DETAILED DESCRIPTION OF THE INVENTION [Industrial Application Field] The present invention relates to a method of continuously supplying a molten metal such as stainless steel or an aluminum alloy to a surface of a moving cooling body such as a cooling roll to form a 30 to 200 μm thick metal. The present invention relates to a technology for manufacturing a quenched metal continuous ribbon.

[Conventional technology]

Conventionally, in the production of such quenched metal continuous ribbon,
In order to obtain a wider quenched metal continuous ribbon, various means have been proposed for uniforming the thickness of the ribbon in the width direction.

For example, Japanese Unexamined Patent Publication No. Sho 60-174239 discloses a method of maintaining uniform fluidity of a molten metal in a width direction by heating a holder portion of a nozzle to have a heat retaining power and further tilting an opening portion thereof. Has been proposed.

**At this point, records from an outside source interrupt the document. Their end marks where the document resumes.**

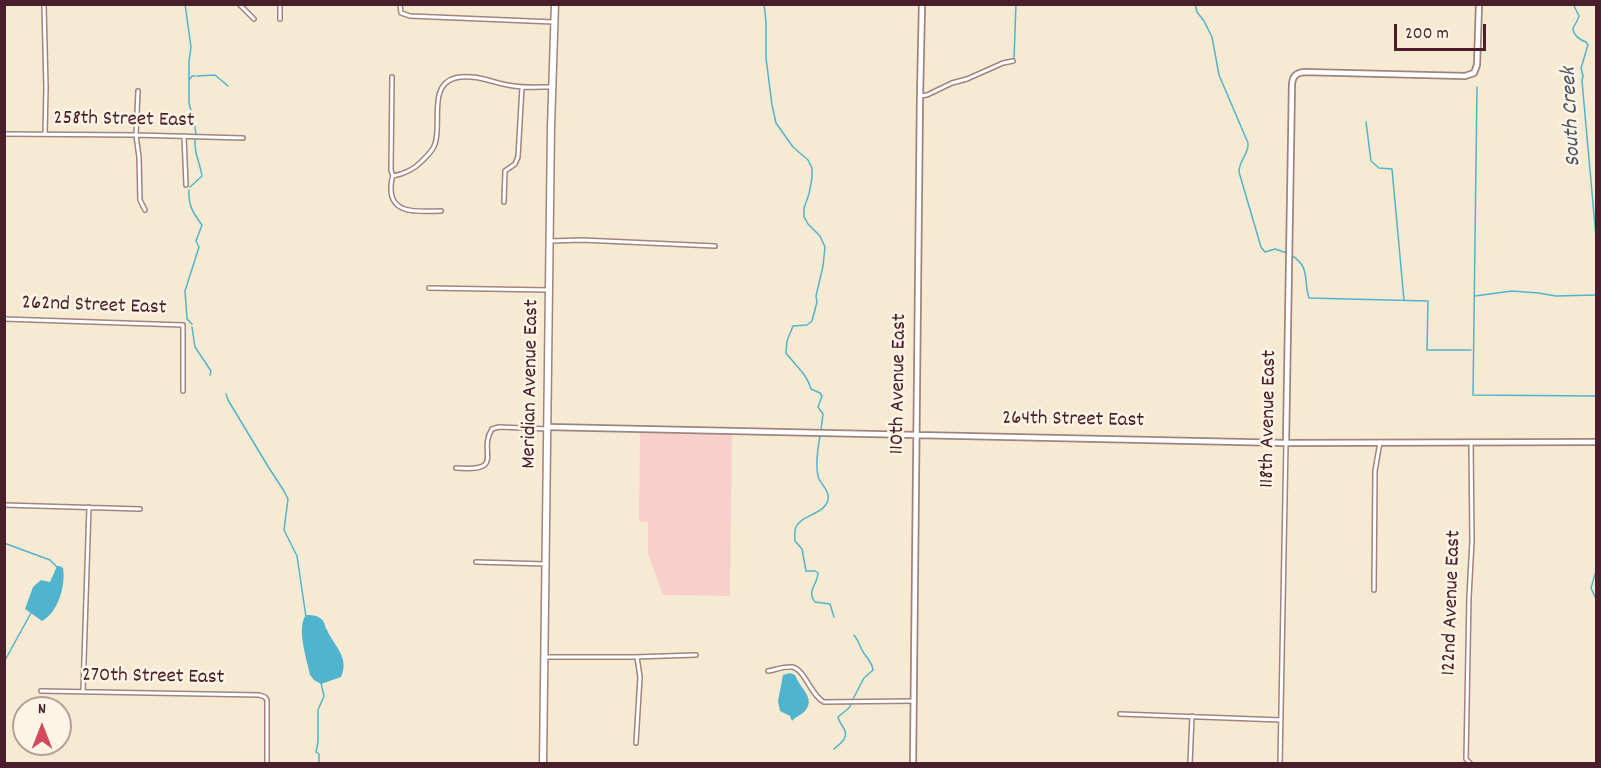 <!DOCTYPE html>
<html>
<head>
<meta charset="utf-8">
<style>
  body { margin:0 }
  #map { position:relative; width:1601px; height:768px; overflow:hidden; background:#f6ead2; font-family:Dekko,sans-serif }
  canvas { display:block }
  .frame { position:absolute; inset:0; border:6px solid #4a1f2b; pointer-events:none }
  .north { position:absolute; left:12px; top:696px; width:60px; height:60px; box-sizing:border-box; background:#fcf5e5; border:2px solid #b59f9b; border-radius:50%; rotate:0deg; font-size:16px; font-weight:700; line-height:24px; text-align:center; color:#4a1f2b }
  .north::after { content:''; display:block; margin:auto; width:21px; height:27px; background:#d1495b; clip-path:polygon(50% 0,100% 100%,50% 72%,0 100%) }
  .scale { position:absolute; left:1394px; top:24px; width:92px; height:27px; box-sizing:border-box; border:3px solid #4a1f2b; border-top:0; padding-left:8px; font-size:18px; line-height:21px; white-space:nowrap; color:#4a1f2b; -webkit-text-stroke:4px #fcf5e5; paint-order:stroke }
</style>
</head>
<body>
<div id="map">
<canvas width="1601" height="768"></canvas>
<div class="frame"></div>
<div class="north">N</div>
<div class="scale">200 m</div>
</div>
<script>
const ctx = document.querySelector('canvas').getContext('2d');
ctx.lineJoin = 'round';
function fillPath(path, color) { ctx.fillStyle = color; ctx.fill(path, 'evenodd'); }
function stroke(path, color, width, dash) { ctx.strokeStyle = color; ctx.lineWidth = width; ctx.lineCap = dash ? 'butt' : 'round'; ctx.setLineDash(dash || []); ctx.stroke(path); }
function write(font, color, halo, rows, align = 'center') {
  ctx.font = font + ' Dekko,sans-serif'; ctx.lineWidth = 5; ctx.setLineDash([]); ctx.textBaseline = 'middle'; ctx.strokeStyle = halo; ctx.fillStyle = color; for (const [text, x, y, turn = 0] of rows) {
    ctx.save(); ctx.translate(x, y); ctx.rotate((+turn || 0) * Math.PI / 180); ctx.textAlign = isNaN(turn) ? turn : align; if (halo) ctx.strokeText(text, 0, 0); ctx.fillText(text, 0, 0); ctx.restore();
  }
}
const built = new Path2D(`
  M 640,433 L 732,434 L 730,596 L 663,595 L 648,554 L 648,522 L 639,521 Z`);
const water = new Path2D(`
  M 57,566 L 60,566 L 63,568 C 66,585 58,613 42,621 L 25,609 L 33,587 L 41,580 L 50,582 Z
  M 306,615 C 310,615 316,615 320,618 C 325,621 324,625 327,630 C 334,646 350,657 341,677 L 321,684 L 314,680 L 310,675 C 307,660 296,628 306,615 Z
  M 790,673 L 795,675 C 800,689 818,699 803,713 C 799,716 795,717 792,721 L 790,716 L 780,711 L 778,701 L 783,675 Z`);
const stream = new Path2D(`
  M 185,4 L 191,47 L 189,61 L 189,103 L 194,121 L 196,134
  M 764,4 L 766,22 L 766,58 L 772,105 L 776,123 L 793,147 L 808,160 L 812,168 L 812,178 L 809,194 L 804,208 L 804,217 L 808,224 L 820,236 L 825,247 L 823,266 L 816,296 L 817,302 L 812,321 L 807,325 L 793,326 L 787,341 L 786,353 C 795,365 807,374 811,389 L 820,393 L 822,396 L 818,407 L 823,414 L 821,429
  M 1195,4 L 1197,12 L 1204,21 L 1212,37 L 1219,75 L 1248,143 C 1249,154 1239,160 1239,172 L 1261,247 L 1265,252 L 1275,249 L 1287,253
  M 1573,4 L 1579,16 L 1577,21 L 1573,28 C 1573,35 1580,40 1586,42 L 1588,45 L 1581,68 L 1583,76 L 1582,81 L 1596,237
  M 1014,59 L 1016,4
  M 197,76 L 215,75 L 228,86
  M 189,80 L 192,76 L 195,76
  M 1477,87 L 1473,395 L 1596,396
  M 1366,122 L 1371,161 L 1379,168 L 1392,169 L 1404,300
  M 190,187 L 202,176 C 200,161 194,156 195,139
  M 189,190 C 188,205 193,213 202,225 L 196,241 L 199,247 L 185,291 L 187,319 L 192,324
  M 1291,255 C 1311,267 1303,280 1309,298 L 1428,301 L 1427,350 L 1471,350
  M 1475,296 L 1512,291 L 1538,293 L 1556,296 L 1596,295
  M 192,327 L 195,347 L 211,371 L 210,375
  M 226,394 L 228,400 L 269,468 L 284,491 L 288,499 L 284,530 L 297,556 L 306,617
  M 820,436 C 818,447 815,469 819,479 C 822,485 830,492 828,500 C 824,515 802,514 796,527 C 794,531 795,537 795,541 L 802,549 L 806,571 L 815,571 L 818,573 C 818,584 806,591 815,602 L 830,604 L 834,617
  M 4,543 L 50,560 L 57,567
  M 1596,571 L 1591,588 L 1596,599
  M 4,662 L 31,613
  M 853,699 L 864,678 L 873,670 C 872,661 866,658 862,650 C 859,645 859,641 854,635
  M 834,749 C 841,743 850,737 843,727 C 841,724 839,721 838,717 L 849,708 L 851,704
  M 319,764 L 319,754 L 316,752 L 318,742 L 318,710 L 324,696 L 321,683`);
const street = new Path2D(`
  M 239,4 L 254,19
  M 280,4 L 280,19
  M 400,4 L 401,13 L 410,16 L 554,22
  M 44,5 L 46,88 L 45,134
  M 392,77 L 391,170 L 393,176 C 391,180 391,184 391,190 C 392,216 422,211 441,211
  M 138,91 L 136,135 L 139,157 L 140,200 L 145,210
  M 920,96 L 927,95 L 952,83 L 967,79 L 1003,63 L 1013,61
  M 4,134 L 136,135 L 243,138
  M 184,136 L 186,185
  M 393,176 C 404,174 413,170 421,162 C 427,156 433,151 435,144 C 442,124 428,85 455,78 C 475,73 495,84 514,86 C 526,88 539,87 551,87
  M 504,202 L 505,171 L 515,164 L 518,157 L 522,87
  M 550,241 L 582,240 L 715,246
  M 429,288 L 548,290
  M 4,319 L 183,325 L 183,391
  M 456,468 C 507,472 477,452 492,429 L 499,427 L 547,429
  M 4,505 L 140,509
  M 476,562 L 546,564
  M 1374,590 L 1375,471 L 1380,442
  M 545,657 L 634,657 L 696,655
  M 768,671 C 775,670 784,666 792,667 C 805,669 811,696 824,702 L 913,701
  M 41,691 L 259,695 L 265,697 L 267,700 L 267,764
  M 83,691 L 89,507
  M 1120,714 L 1281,720
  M 636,743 L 640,677 L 637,657
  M 1190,764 L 1192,716
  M 1280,764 L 1286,443
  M 1471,764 L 1466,759 L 1469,597 L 1472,541 L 1471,442`);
const secondary = new Path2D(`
  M 548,427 L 1286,443 L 1596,442
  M 1286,443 L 1292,84 C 1293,76 1296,73 1304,72 L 1465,76 L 1474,73 L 1477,65 L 1479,4
  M 913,764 L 920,96 L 922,4`);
const primary = new Path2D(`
  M 543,764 L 551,127 L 555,4`);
const streetNames = [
  ["258th Street East",124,121,1],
  ["262nd Street East",94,307,2],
  ["Meridian Avenue East",532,384,-89],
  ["110th Avenue East",900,384,-89],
  ["118th Avenue East",1270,419,-89],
  ["264th Street East",1073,421,1],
  ["122nd Avenue East",1453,603,-88],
  ["270th Street East",153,678,1]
];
const waterNames = [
  ["South Creek",1573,117,-93]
];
fillPath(built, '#f7d0cb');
fillPath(water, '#50b4ce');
stroke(stream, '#50b4ce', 1.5);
stroke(street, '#a0847e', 6);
stroke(secondary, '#a0847e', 8);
stroke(primary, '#a0847e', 9);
stroke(street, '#fff', 3);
stroke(secondary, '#fff', 4.5);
stroke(primary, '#fff', 6);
write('21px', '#4a1f2b', '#fcf5e5', streetNames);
write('italic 22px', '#4c5364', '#fcf5e5', waterNames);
</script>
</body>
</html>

In Japanese Patent Application Laid-Open No. 63-76742, a plurality of baffles are provided between the inlet and the outlet of the pool of the molten metal so as to intersect with the falling flow of the molten metal, thereby rectifying the flowing molten metal. It has been proposed to maintain a uniform flowability in the width direction by performing the process.

Further, Japanese Patent Application Laid-Open No. 63-220950 discloses that an opening of a nozzle tip for discharging a molten metal is formed from a plurality of openings having an angle with respect to the rotation direction of a quenching roll, thereby providing a uniform flow rate in a width direction. It is disclosed that retention is possible.

[Problems to be solved by the invention]

The quenched metal continuous ribbon manufacturing nozzle of the present invention has a molten metal injection port on the upper surface, has a space for the molten metal pool below, a nozzle holder having an open port below the space,
In a nozzle structure having a nozzle tip attached to an opening of the nozzle holder, a filter having a porosity range of 5 to 30 cells / inch is provided over substantially the entire molten metal pool space of the nozzle holder.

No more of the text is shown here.